Seulement voilà : Annie vit de la vente de ses pommes qu’elle propose à la sauvette sur les grandes artères de la Grosse Pomme… Et si elle envoie des lettres à l’en-tête d’un hôtel luxueux, c’est parce qu’elle a un ai qui y travaille.

Heureusement, elle peut compter sur Dave « The Dude » (Warren William), truand notoire au grand cœur, auquel les pommes d’Annie ont toujours porté chance.

Sur lui et aussi sur Frank Capra…

 

« Vous croyez aux contes de fées j’espère ? »
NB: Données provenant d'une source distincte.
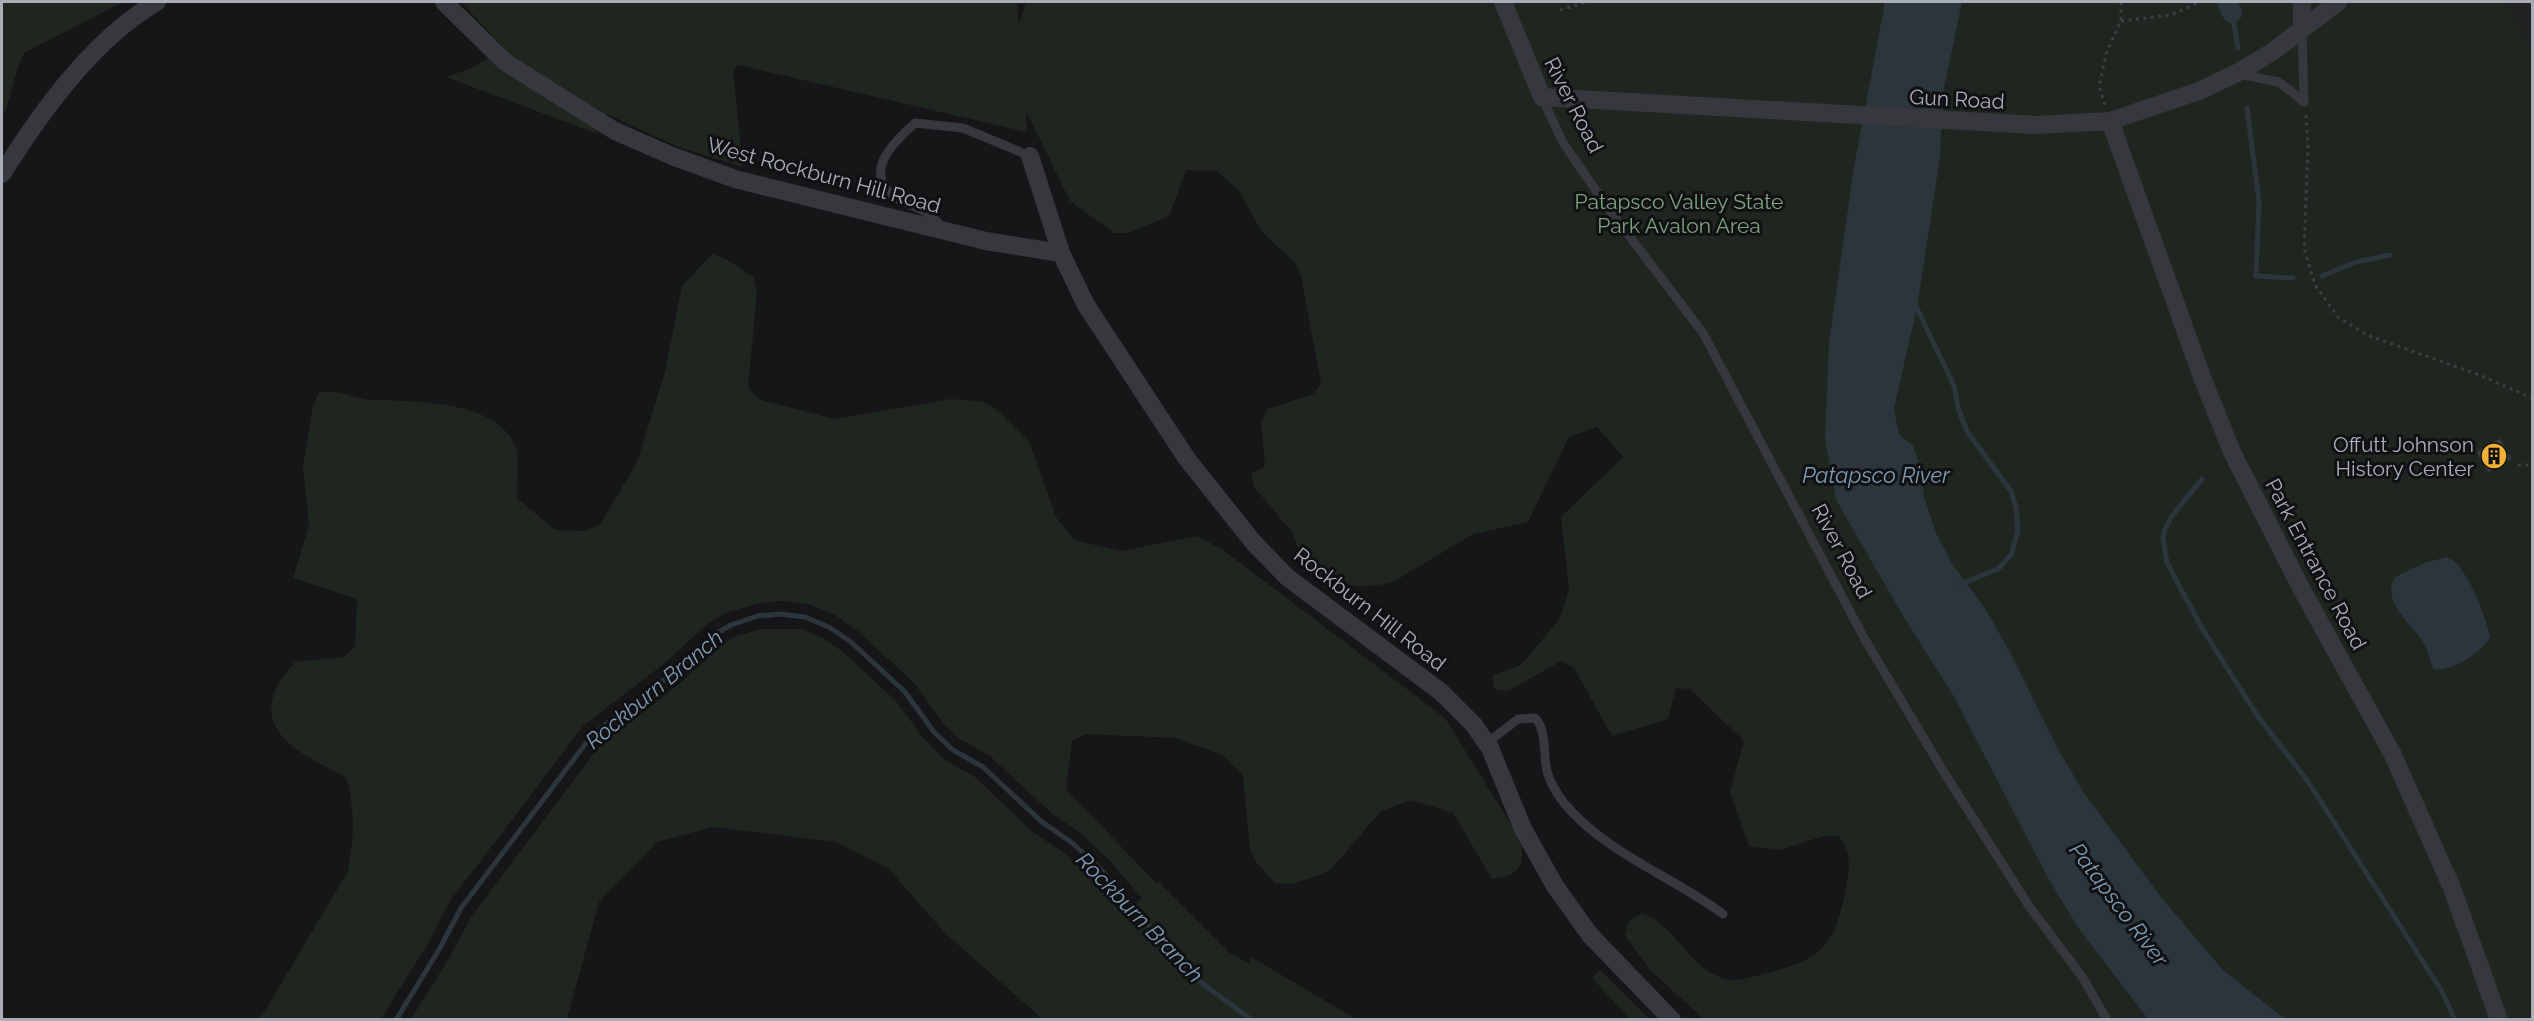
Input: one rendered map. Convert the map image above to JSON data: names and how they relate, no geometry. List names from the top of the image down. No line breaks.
{"streets":{"street":["Gun Road","River Road","West Rockburn Hill Road","Park Entrance Road","Rockburn Hill Road"]},"crossings":[["Gun Road","River Road"],["Gun Road","Park Entrance Road"],["West Rockburn Hill Road","Rockburn Hill Road"]],"water":["Patapsco River","Rockburn Branch"],"parks":["Patapsco Valley State Park Avalon Area"],"places":{"building":["Offutt Johnson History Center"]}}
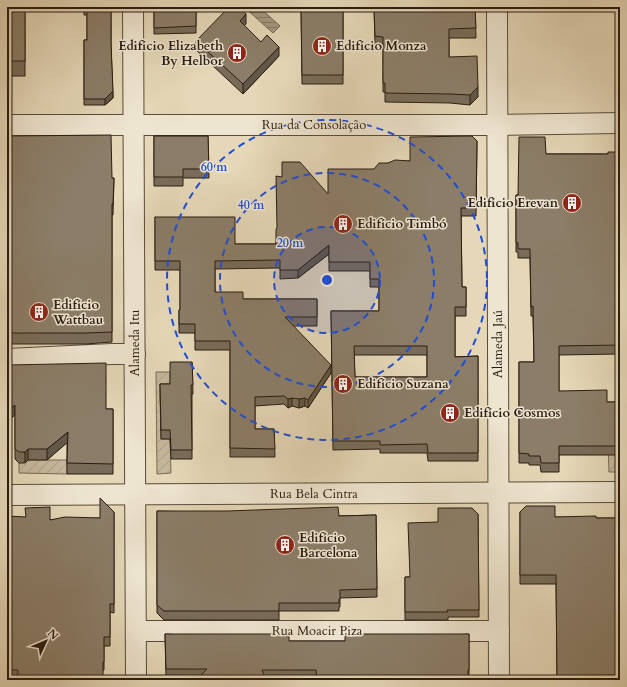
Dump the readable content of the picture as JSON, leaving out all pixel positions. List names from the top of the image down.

Cette réplique que le Dude adresse au commissaire (Wallis Clark) résume très bien le ton du film : il s’agit d’un conte de fées moderne, où les fées se sont transformées en voyous au grand cœur. Tout est bon pour permettre à Apple Annie de ne pas perdre la face. Et il n’est pas totalement étonnant de voir un bandit à l’œuvre : la tendance en 1933 est au changement d’attitude par rapport aux gangsters, plus question de les admirer pour leurs prouesses criminelles, et le code Hays va enfoncer le clou. Mais en attendant, on trouve toujours quelques truands gentils dans le cinéma hollywoodien : à aucun moment d’ailleurs, on ne verra une quelconque exaction du Dude (1), sa réputation parle pour lui.

 

Et Capra, aidé par le scénario de Robert Riskin (c’est le second film d’une collaboration qui se révèlera très fructueuse), qui n’en est pas à son coup d’essai déroule : c’est un microcosme de petites gens qui peuple son film et lui donne une truculence attachante. On retrouve la solidarité indispensable qui baigne les films de Capra : ce sont les gens comme Annie qui vont démarcher le Dude pour qu’il intervienne. Ces gens sont bien loin de ceux de la Haute qu’on pourra apercevoir dans la dernière partie du film : des mendiants plus ou moins handicapés (aveugles, cul-de-jatte…), mais aussi les voisins de la vieille femme qui apprécient pleinement chaque fois qu’elle passe un disque sur son gramophone… Les laissés pour compte de la vie. Ce n’est pas encore la faune bigarrée de You can’t take it with you, mais on n’en est pas loin.

 

Et Capra s’amuse avec ses truands : outre Happy McGuire (Ned Sparks) qui ne sourit à aucun moment (2), c’est une brochettes de personnages frustes, incapables de retenir deux lignes de texte pour donner une bonne impression à une réception arrangée pour mettre en valeur la « grande dame d’un jour ». Sans oublier le « juge » Henry G. Blake (Guy Kibbee) dont le prétoire n’est rien d’autre qu’une salle de billard. Et au milieu de tout ce petit monde, on trouve un Dude qui doit batailler ferme pour arriver à quelque chose. Surtout avec la police qui va faire s’écrouler son projet : arrêté, il ne peut aller avec sa clique à la réception.

 

Mais c’est toujours quand on atteint le point culminant de la tragédie qu’on reconnaît un grand réalisateur de comédies. Et on en arrive à la réplique énoncée ci-dessus : nous sommes dans un conte de fées. Et la magie opère, relevant alors du miracle : la réception d’Annie est sauvée au moment où tout semblait désespéré. Au cinéma, n’oublions jamais que tout est possible.

 

Et puisqu’on parle de miracle, en 1961 Capra sortira une nouvelle version de cette Grande Dame d’un jour (on n’est jamais si bien servi que par soi même…), dont le titre original s’intitule tout naturellement Une Poche pleine de miracles (3)…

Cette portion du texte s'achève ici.